Will the Kiko team quickly give up on their next project as well? YCombinator is already touting the second time at bat:

it's probably the most outrageous startup idea I've ever heard. It's good to see those two haven't lost their appetite for risk.

The two aren’t really risking much; Graham repeatedly asserts what he believes is the genius of his “no-money-down” Web 2.0 start-up philosophy:

There's another encouraging point here for the new generation of web startups. Failure is not a disaster when you're very light. The total amount raised by Kiko in its existence would be about six months' salary for a first-rate developer. There's a good chance they'll recover most of it by selling their code. They only had one employee besides themselves. So this is not an expensive, acrimonious flameout like used to happen during the Bubble.

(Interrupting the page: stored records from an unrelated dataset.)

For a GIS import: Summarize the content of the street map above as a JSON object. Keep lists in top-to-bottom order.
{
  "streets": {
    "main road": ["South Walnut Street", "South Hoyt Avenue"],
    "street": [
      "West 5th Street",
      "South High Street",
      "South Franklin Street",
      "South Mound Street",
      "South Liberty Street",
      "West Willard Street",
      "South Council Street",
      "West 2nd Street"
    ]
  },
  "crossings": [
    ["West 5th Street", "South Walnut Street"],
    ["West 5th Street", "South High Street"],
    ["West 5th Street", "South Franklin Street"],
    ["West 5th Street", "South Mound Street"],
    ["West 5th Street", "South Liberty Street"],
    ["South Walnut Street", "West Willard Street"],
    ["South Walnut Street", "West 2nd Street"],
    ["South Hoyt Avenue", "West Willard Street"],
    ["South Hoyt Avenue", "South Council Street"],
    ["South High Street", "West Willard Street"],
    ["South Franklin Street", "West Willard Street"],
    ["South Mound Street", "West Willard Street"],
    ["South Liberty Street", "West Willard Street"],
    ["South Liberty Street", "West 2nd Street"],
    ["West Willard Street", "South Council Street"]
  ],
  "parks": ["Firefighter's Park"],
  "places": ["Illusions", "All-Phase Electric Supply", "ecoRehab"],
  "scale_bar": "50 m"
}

John Battelle echoes Graham’s enthusiasm for lightweight, disposable Web 2.0 start-ups. I cite Battelle in “Web 2.0 amateur entrepreneurs: failure to succeed”:

one of the really cool things about Web 2 is that you can keep making new companies, see if they work, then disassemble them and try again

TechCrunch cheerleads daily on behalf of twenty something software developers rapidly prototyping cool Web 2.0 apps. According to TechCrunch, it is: “dedicated to obsessively profiling and reviewing new Internet products and companies.” TechCrunch is not obsessed with the commercial viability or long-term sustainability of new Internet products and companies, however.

TechCrunch covered Kiko last year with two posts on September 1:

POST 1: Online calendar solutions are launching quite regularly now - see Trumba and Hula for examples. But while Trumba is charging $40 a year, and Hula is an open source project, not an application that we can just use, Kiko seems to be free, simple to use, and ajax based. At least, I can’t find anything on the site referring to a fee.

I haven’t been able to test the product because when I try to create a user account a I get an error, and the demo link on the home page doesn’t seem to work. Since they launched only yesterday, perhaps they are getting a bit more traffic than they expected.

When it’s working and/or I’ve had a chance to talk to the founders, I’ll write a full review.

For now, Kiko promises to work like a “native application” - click, drag, drop, etc., and to put everything you need on a single page dashboard.

POST 2: Kiko, an ajax calendar application, is working now and we were able to grab a screenshot. First impression: Kiko is a usable calendaring application with nice sharing features. Try it.

TechCrunch’s profile of Kiko does not address the commercial viability or long-term sustainability of the start-up. The next time TechCrunch considers Kiko is August 16 of this year to announce “Kiko Flatlines.”

Business 2.0 recently dubbed Michael Arrington “one of the rising stars of Silicon Valley” citing his “$60,000 in ad revenue every month.” In “Web 2.0 short sellers: Arrington, Calacanis” I cite Arrington on his grandiose Web 2.0 financial ambitions:

I'm hoping everything crashes…Then I want to go buy all the big blogs.

Arrington shrewdly develops his own prospects for a Web 2.0 financial empire success. The TechCrunch foundation of his empire, however, is content to champion cool new Web 2.0 apps without championing their need for viable business plans.